Keywords: Obesity therapy; antiobesity drugs; antiobesity molecules, weight loss

RESUMO

Obesidade e, particularmente, a obesidade central têm influência importante na predisposição a fatores de risco para doença coronariana, incluindo dislipidemia, intolerância à glicose, resistência à insulina e hipertensão. Tais fatores contribuem para tornar as doenças cardiovasculares (DC) causas frequentes de morte. Os métodos de tratamento da obesidade deveriam ser voltados à redução do risco e da mortalidade devido às doenças cardiovasculares. Dietas e mudanças no estilo de vida continuam sendo fatores-chave no tratamento à obesidade, mas a perda de peso resultante é geralmente pequena e o sucesso em longo prazo costuma ser incomum e frustrante.

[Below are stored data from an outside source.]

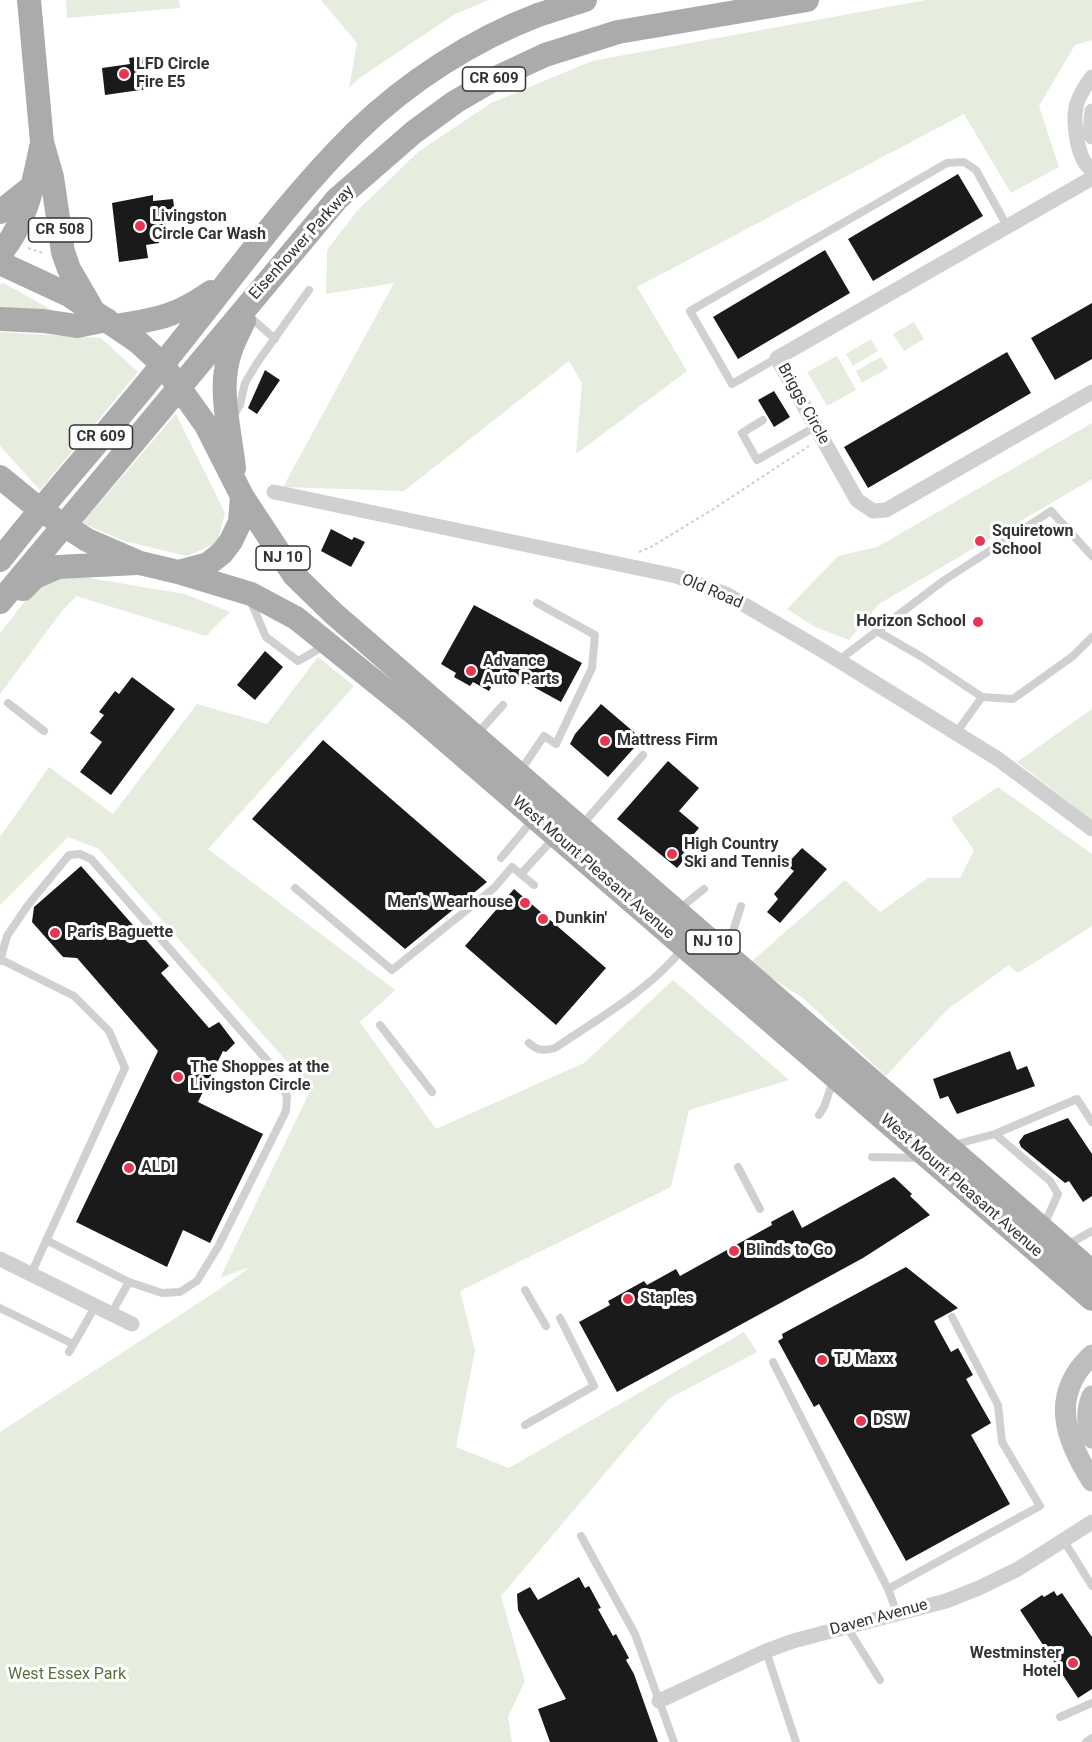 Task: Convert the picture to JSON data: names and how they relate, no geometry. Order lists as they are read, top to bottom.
{
  "streets": {
    "main road": [
      "CR 609",
      "CR 508",
      "Eisenhower Parkway",
      "NJ 10",
      "West Mount Pleasant Avenue"
    ],
    "street": ["Briggs Circle", "Old Road", "Daven Avenue"]
  },
  "crossings": [
    ["CR 508", "NJ 10"],
    ["Eisenhower Parkway", "NJ 10"],
    ["NJ 10", "West Mount Pleasant Avenue"]
  ],
  "parks": ["West Essex Park"],
  "places": [
    "LFD Circle Fire E5",
    "Livingston Circle Car Wash",
    "Squiretown School",
    "Horizon School",
    "Advance Auto Parts",
    "Mattress Firm",
    "High Country Ski and Tennis",
    "Men's Wearhouse",
    "Dunkin'",
    "Paris Baguette",
    "The Shoppes at the Livingston Circle",
    "ALDI",
    "Blinds to Go",
    "Staples",
    "TJ Maxx",
    "DSW",
    "Westminster Hotel"
  ]
}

O tratamento com medicamentos é indicado para indivíduos com índice de massa corpórea superior a 30 kg/m2 ou entre 25 e 30 kg/m2, se apresentarem comorbidades. Agentes antiobesidade podem ajudar alguns pacientes a alcançar e manter uma perda de peso significativa, mas, ainda assim, os agentes farmacológicos são pouco efetivos considerando-se a magnitude do problema. Atualmente, apenas duas drogas, orlistat e sibutramina, são consideradas efetivas para tratamentos em longo prazo, promovendo não mais do que 5% a 10% de perda de peso. Embora seja muito eficaz ao promover perda de peso significativa do ponto de vista clínico, redução da circunferência da cintura e melhora no perfil metabólico, o rimonabanto, um antagonista do receptor canabinoide 1, foi retirado do mercado por fatores relacionados à segurança, incluindo a ocorrência de suicídios e convulsões. Felizmente, conhecimentos fundamentais recentes sobre mecanismos neuroendócrinos que regulam o peso corporal forneceram uma lista considerável de alvos moleculares para novas drogas antiobesidade produzidas racionalmente. Nesta revisão de literatura, a eficácia terapêutica de algumas moléculas antiobesidade será analisada com base no entendimento da homeostase energética.

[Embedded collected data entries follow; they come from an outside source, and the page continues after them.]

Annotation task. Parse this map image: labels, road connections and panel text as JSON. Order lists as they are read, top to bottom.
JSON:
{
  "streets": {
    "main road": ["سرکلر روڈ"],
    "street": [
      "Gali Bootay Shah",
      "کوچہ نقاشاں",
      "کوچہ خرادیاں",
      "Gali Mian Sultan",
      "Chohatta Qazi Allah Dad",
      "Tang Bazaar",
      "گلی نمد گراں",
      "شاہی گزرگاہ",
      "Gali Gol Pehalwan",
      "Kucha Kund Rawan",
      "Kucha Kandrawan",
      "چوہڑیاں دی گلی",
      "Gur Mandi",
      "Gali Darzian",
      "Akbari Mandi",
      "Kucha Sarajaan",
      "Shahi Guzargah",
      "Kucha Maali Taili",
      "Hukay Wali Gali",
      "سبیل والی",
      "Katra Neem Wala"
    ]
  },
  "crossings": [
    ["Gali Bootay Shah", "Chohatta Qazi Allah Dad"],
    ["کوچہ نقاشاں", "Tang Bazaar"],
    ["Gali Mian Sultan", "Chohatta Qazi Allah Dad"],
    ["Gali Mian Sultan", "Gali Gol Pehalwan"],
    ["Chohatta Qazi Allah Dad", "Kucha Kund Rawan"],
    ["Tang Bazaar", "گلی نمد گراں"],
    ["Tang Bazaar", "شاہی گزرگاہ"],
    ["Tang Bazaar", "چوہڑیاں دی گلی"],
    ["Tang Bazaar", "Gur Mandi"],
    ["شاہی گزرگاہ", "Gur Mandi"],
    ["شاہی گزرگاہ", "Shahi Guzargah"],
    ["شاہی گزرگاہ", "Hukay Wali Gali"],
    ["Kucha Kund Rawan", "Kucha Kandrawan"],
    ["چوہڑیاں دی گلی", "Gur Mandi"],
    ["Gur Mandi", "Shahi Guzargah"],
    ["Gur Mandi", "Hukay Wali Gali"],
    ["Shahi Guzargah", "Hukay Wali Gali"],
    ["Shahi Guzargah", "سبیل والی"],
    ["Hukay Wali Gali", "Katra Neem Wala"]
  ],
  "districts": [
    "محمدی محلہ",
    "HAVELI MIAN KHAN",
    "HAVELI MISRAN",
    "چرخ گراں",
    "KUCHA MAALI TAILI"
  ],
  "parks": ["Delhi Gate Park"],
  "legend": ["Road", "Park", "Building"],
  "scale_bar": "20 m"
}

Descritores: Tratamento da obesidade, novas moléculas antiobesidade; drogas antiobesidade; perda de peso

INTRODUCTION

Obesity has reached an epidemic proportion worldwide. Once considered a problem only in high-income countries, the prevalence of obesity is now dramatically on the rise in low and middle-income countries, like Brazil.

There is growing evidence that obesity, and particularly central obesity, has an important impact on predisposing risk factors for coronary heart disease, including dislipidemia, glucose intolerance, insulin resistance and hypertension. All these risk factors have been contributing markedly to build cardiovascular disease as a major cause of death in the United States and many other countries. Thus, the approach to obesity therapy should be designed to reduce the risk of cardiovascular events and mortality.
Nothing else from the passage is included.